Municipales au Havre : le sondage qui menace l'avenir d'Édouard Philippe
L’ancien Premier ministre a toujours été clair : son destin national dépend de son ancrage local. À quelques semaines des élections municipales de mars 2026, la citadelle normande apparaît plus disputée que jamais. Le dernier sondage publié ce 25 février dessine un scénario serré, voire périlleux, pour le leader d’Horizons.
Des projections électorales plus nuancées qu’annoncé
Contrairement à certaines projections plus anciennes datant de 2024, le sondage qui fait référence aujourd’hui est une étude OpinionWay pour l’institut Hexagone, publiée le 25 février 2026.
Selon cette enquête, Édouard Philippe arrive en tête au premier tour des municipales au Havre avec 37 % des intentions de vote, devant Jean-Paul Lecoq, crédité de 35 %.
En revanche, la dynamique s’inverse au second tour dans l’hypothèse d’une triangulaire. Le maire sortant serait alors donné perdant avec 40 %, contre 42 % pour Jean-Paul Lecoq, tandis que le candidat du Rassemblement National, Franck Keller, atteindrait 18 %.
Ce positionnement du RN, estimé entre 15 et 18 % ces derniers mois, est donc confirmé par cette enquête récente. Une triangulaire pourrait mécaniquement fragiliser la majorité municipale sortante en dispersant les voix.
À noter : le sondage Cluster17 pour Marianne mentionné dans certaines analyses correspondait en réalité à des projections datant de septembre 2024, et ne reflète plus l’état actuel du rapport de forces à quelques semaines du scrutin.
Un destin présidentiel suspendu au Havre
Ce scrutin local dépasse largement les frontières normandes. Édouard Philippe a posé lui-même les conditions de son avenir politique lors d’une intervention au 20h de TF1 en septembre 2024 :
« Si je ne suis pas réélu maire du Havre, je ne serai pas candidat à l’élection présidentielle. »
Une déclaration réaffirmée à plusieurs reprises, notamment en décembre 2025 dans la presse régionale.
Pour le président d’Horizons, conserver Le Havre est indispensable afin d’incarner une légitimité d’élu local et de « bâtisseur ». Maire depuis 2010, successeur d’Antoine Rufenacht, il a construit son image sur la gestion municipale, malgré une parenthèse à Matignon entre 2017 et 2020.
Mais après seize ans à la tête de la ville, l’usure du pouvoir constitue un facteur non négligeable.
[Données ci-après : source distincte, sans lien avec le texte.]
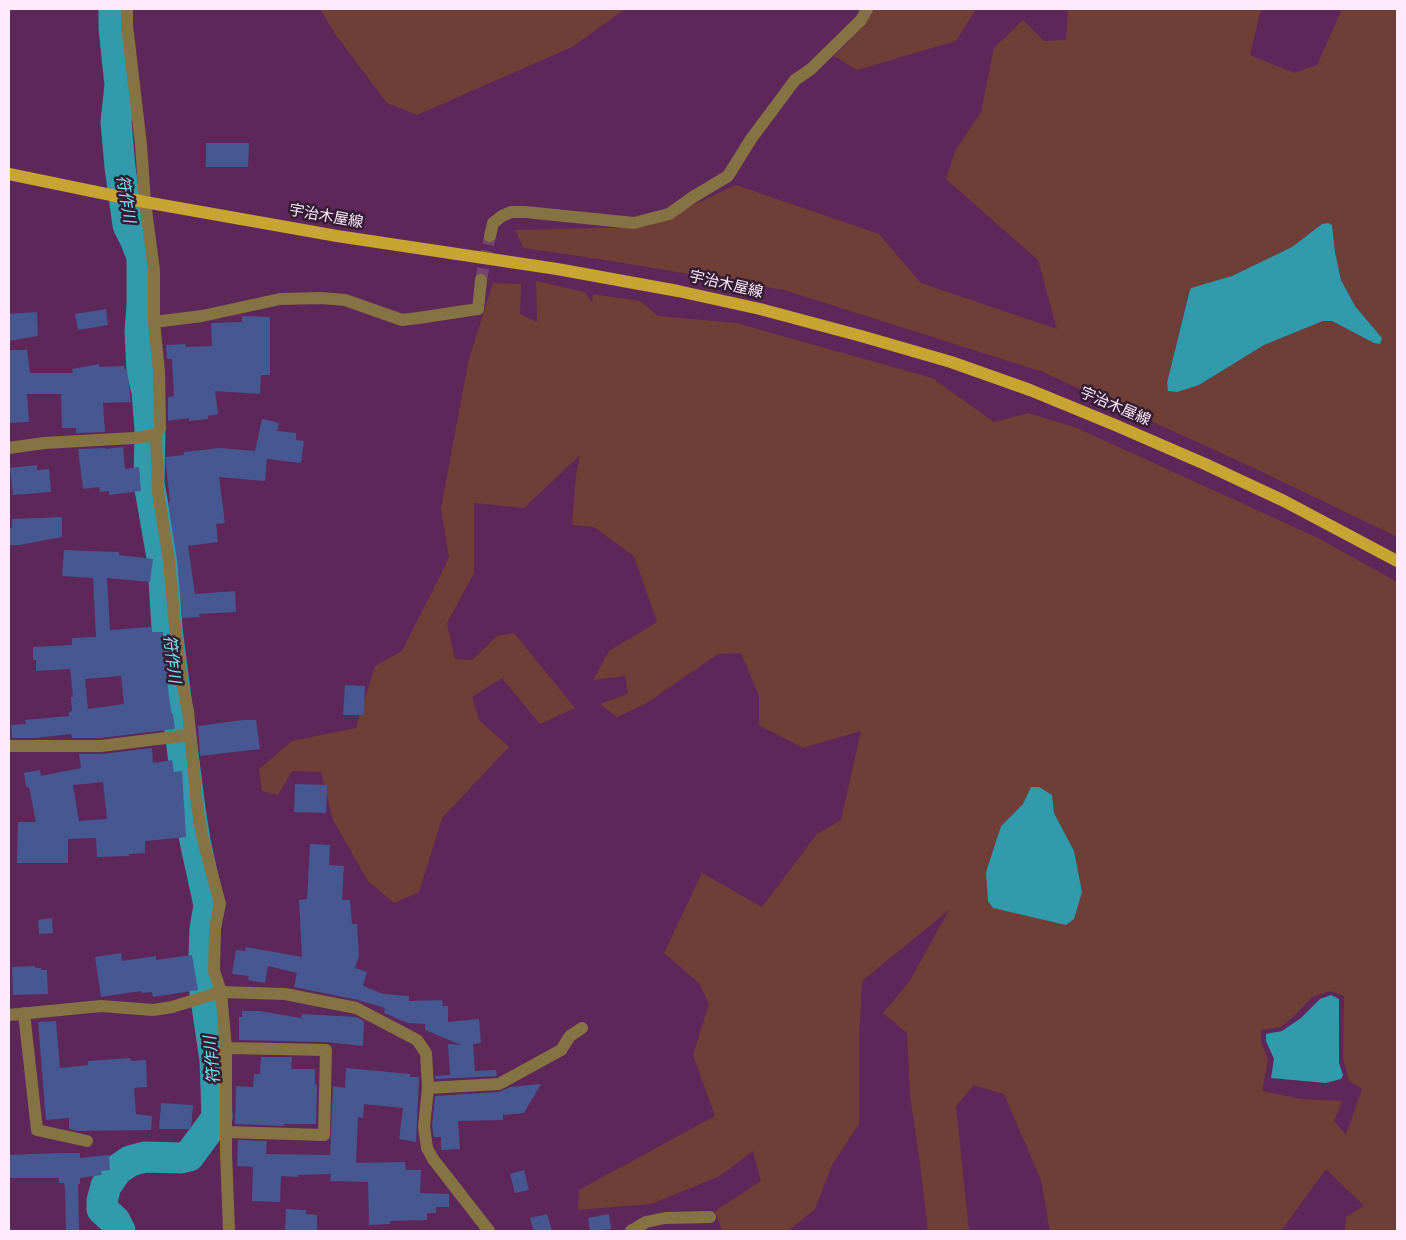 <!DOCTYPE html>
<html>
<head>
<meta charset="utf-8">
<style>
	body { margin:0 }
	#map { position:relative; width:1406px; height:1240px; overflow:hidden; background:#5d2759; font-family:Signika,sans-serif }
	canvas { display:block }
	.frame { position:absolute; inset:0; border:10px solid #feeafc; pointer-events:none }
</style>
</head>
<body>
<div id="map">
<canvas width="1406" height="1240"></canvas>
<div class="frame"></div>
</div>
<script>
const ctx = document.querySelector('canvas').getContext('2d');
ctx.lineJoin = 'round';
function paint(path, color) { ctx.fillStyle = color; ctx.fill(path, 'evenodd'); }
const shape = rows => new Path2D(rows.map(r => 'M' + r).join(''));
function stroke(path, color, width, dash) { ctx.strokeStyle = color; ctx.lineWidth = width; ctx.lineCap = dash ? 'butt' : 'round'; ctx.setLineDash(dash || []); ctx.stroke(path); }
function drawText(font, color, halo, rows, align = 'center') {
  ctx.font = font + ' Signika,"Noto Sans JP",sans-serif'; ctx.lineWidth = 5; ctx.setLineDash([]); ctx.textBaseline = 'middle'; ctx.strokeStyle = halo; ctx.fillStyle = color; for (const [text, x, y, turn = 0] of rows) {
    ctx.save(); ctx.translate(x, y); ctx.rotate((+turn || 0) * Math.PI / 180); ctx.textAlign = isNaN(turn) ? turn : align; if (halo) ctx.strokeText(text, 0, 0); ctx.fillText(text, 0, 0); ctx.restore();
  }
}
paint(shape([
	[320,9,625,9,572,47,417,115,387,103,335,34],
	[873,9,976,9,956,41,857,70,834,56,854,36],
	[1068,9,1261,9,1250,55,1294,73,1317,65,1342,9,1397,9,1397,537,1252,467,1043,372,784,290,605,260,524,248,515,230,646,227,736,185,879,234,921,283,1057,329,1038,260,946,179,955,151,981,112,994,48,1023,20,1044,41,1066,40],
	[1322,224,1332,225,1335,252,1341,280,1355,306,1382,338,1374,343,1332,321,1323,321,1264,345,1199,385,1168,390,1167,383,1188,294,1191,289,1232,276,1292,247],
	[536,281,585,292,592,303,593,294,640,301,658,316,736,323,932,378,994,422,1029,413,1077,428,1318,538,1397,582,1397,1231,1345,1231,1346,1217,1364,1206,1326,1169,1281,1231,1050,1231,1041,1180,1004,1094,974,1085,956,1106,969,1231,928,1231,920,1163,910,1095,907,1033,883,1013,909,982,949,910,862,981,859,1038,859,1124,832,1165,815,1209,788,1231,722,1231,715,1211,761,1181,753,1151,720,1176,651,1204,578,1210,579,1190,715,1116,693,1055,709,1004,699,983,664,953,702,873,762,907,817,834,841,820,861,731,803,748,759,725,759,696,741,653,718,654,645,704,617,717,600,704,628,694,625,676,593,680,609,651,657,622,634,556,594,527,572,525,576,475,580,455,524,508,474,503,474,573,447,623,455,659,472,660,497,636,514,633,575,708,540,724,502,678,472,697,479,720,509,747,442,818,419,892,394,903,368,881,333,820,321,772,292,771,278,795,262,791,259,769,292,741,356,728,375,666,402,651,449,558,441,508,469,359,493,283,521,284,520,314,537,322],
	[1031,787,1052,795,1054,813,1074,851,986,872,1001,826,1023,804],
	[1330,991,1344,996,1343,1058,1349,1081,1362,1089,1346,1135,1334,1121,1342,1101,1301,1099,1262,1091,1268,1060,1261,1042,1261,1030,1281,1027,1297,1013,1312,997]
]), '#6f3f37');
paint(shape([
	[1328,223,1332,225,1335,252,1341,280,1355,306,1382,338,1380,344,1374,343,1332,321,1323,321,1264,345,1199,385,1177,392,1168,391,1167,383,1189,293,1191,288,1232,276,1292,247,1322,224],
	[1031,787,1039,787,1052,795,1054,813,1074,851,1082,892,1074,919,1066,925,993,908,988,901,986,872,1001,826,1023,804],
	[1331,995,1339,999,1339,1063,1343,1075,1341,1079,1326,1083,1271,1078,1274,1059,1266,1041,1266,1034,1282,1031,1301,1018,1320,999]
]), '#319bac');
stroke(shape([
	[114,9,114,28,120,85,116,122,120,167,128,225,135,239,142,257,142,306,140,332,142,371,147,392,150,429,149,483,163,563,167,629,190,809,195,841,209,905,205,929,203,979,215,1060,217,1118,189,1156,181,1158,145,1157,130,1161,117,1170,106,1186,102,1201,102,1209,115,1221,120,1231]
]), '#319bac', 31);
paint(shape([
	[206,143,249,143,248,167,206,167],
	[106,309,108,325,78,330,75,314],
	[37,312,38,336,9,341,9,314],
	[242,316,270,317,270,375,261,375,260,394,215,391,218,414,208,416,208,419,189,421,189,418,168,421,168,397,174,396,172,359,167,359,166,345,185,344,186,347,212,346,211,323,242,322],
	[9,350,27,350,30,373,73,373,72,369,99,364,99,367,124,366,125,370,127,370,131,402,103,403,105,432,76,433,76,428,62,428,61,394,27,394,29,422,9,423],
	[262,419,279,423,277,431,296,433,296,440,304,441,301,463,267,459,265,481,219,477,225,523,216,524,218,542,188,546,195,594,235,591,236,612,199,614,200,617,182,618,177,560,168,503,170,502,165,457,184,455,184,452,220,448,255,451],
	[123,447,125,469,139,467,141,491,109,495,109,491,100,492,99,487,83,489,78,449,105,448,105,449],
	[37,465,37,470,49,469,51,492,13,495,10,468],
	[62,517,62,537,20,545,9,545,9,527,12,528,12,519],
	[64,550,119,552,119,555,153,559,150,582,107,578,110,630,151,627,152,632,163,632,169,698,172,714,173,714,175,729,100,738,72,738,71,734,34,738,12,738,11,725,26,724,25,720,69,716,69,712,72,711,71,697,73,697,70,669,36,671,36,660,33,660,33,647,72,645,72,638,96,637,93,578,62,576],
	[121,676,124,704,88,709,85,679],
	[345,685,365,686,364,715,343,715],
	[243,720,256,720,260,749,200,756,198,726],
	[152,748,153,763,172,760,174,772,182,771,186,837,145,841,145,853,129,854,129,856,97,857,96,838,68,839,68,863,17,863,18,822,36,822,29,787,26,787,24,773,40,770,41,776,81,768,79,754,102,754],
	[103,782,107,819,79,821,73,785],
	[295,784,327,785,326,813,294,812],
	[310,844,330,845,329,865,344,866,342,900,350,900,352,924,357,924,359,956,355,968,367,972,363,986,383,994,409,996,409,1001,442,1000,443,1006,448,1006,448,1022,479,1019,481,1043,473,1044,475,1071,496,1070,497,1076,436,1079,435,1076,450,1075,448,1044,461,1045,425,1030,425,1024,408,1023,384,1013,385,1008,358,1000,294,987,297,973,268,966,265,983,248,980,249,976,232,974,236,950,245,951,246,947,302,957,299,900,307,899],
	[52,918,53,933,39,934,38,920],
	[121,953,122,961,156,956,156,960,192,955,198,990,153,997,152,992,142,993,141,991,101,997,95,957],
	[35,966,35,968,41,968,41,970,47,970,48,994,13,995,12,967],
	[242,1011,259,1011,301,1018,302,1014,356,1017,364,1021,363,1046,326,1042,239,1040,239,1017,242,1017],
	[56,1021,60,1068,88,1065,88,1061,130,1058,131,1061,146,1060,147,1087,134,1088,136,1114,152,1116,151,1130,78,1131,69,1129,69,1118,46,1120,38,1022],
	[261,1057,292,1057,291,1069,315,1069,315,1084,317,1085,316,1124,284,1124,284,1126,235,1124,236,1086,253,1087,254,1074,260,1074],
	[346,1068,410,1074,410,1077,419,1077,416,1142,399,1139,403,1108,364,1104,363,1118,358,1117,356,1163,405,1162,406,1170,421,1170,420,1193,449,1194,449,1207,436,1207,436,1213,427,1213,427,1220,390,1221,390,1224,369,1225,368,1182,330,1181,331,1174,298,1175,298,1177,281,1176,280,1202,252,1201,253,1167,237,1166,238,1140,267,1141,266,1154,330,1155,333,1086,345,1088],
	[541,1084,524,1113,503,1115,503,1120,458,1121,460,1149,441,1150,441,1137,434,1137,432,1127,435,1096,499,1092,511,1087],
	[161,1103,193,1105,191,1129,159,1129],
	[59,1153,80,1153,80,1158,109,1155,110,1170,101,1171,102,1175,80,1178,80,1184,78,1184,79,1231,66,1231,65,1189,64,1183,59,1183,59,1178,9,1178,9,1155],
	[524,1170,529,1190,515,1193,510,1174],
	[286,1209,306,1210,306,1214,317,1215,317,1231,285,1231],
	[547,1214,552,1231,534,1231,530,1218],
	[609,1214,611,1229,590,1231,588,1218]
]), '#475792');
stroke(shape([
	[481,280,490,236]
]), '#754471', 12, [12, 6]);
stroke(shape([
	[127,9,127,25,141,145,145,202,154,270,154,322,159,372,160,428,156,435,158,492,169,561,175,627,182,683,188,711,197,805,202,836,220,904,215,928,214,971,221,992,226,1048,226,1152,229,1231],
	[490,236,493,223,502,216,511,212,525,212,634,223,669,214,693,197,728,176,751,139,795,80,811,69,861,20,867,9],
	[154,322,202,316,280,299,321,298,345,300,402,320,418,318,478,309,481,280],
	[9,448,44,443,134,438,156,435],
	[9,746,101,746,190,735],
	[24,1013,37,1130,87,1141],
	[9,1015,101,1006,153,1010,172,1007,221,992,285,994,356,1008,417,1040,426,1053,428,1088,424,1127,427,1148,433,1159,489,1231],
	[226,1048,326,1050,324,1135,226,1132],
	[428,1088,499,1084,561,1050,570,1036,582,1028],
	[631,1231,646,1222,665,1218,710,1217]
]), '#857343', 12);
stroke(shape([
	[9,174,145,202,337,236,557,269,678,291,760,309,861,336,951,362,1030,390,1115,425,1205,464,1284,501,1397,561]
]), '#c8a432', 12);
drawText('15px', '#feeafc', '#341c32', [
	["宇治木屋線",326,217,10],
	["宇治木屋線",726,285,13],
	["宇治木屋線",1115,407,23]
]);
drawText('italic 16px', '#7ce6f8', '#341c32', [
	["符作川",125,199,81],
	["符作川",171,659,83],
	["符作川",213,1060,-95]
]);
</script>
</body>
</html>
La gestion de certains projets urbains et de la zone industrialo-portuaire fait l’objet de critiques croissantes, tandis que l’union de la gauche locale semble plus structurée qu’auparavant.
Mars 2026, tournant stratégique avant 2027
Le calendrier est implacable : les municipales se tiendront en mars 2026, soit un an avant l’élection présidentielle.
Une défaite au Havre fragiliserait considérablement la trajectoire nationale d’Édouard Philippe et priverait son parti Horizons de sa figure centrale. À l’inverse, une victoire, même serrée, renforcerait sa crédibilité dans la perspective de 2027.
Dans le bloc central et à droite, plusieurs personnalités observent la situation avec attention : Gabriel Attal, Laurent Wauquiez ou encore Bruno Le Maire pourraient voir leur espace politique évoluer en fonction du verdict havrais.
Une chose est sûre : au Havre, l’élection municipale de mars 2026 ne sera pas qu’un scrutin local. Elle pourrait bien redessiner l’équilibre de la présidentielle de 2027.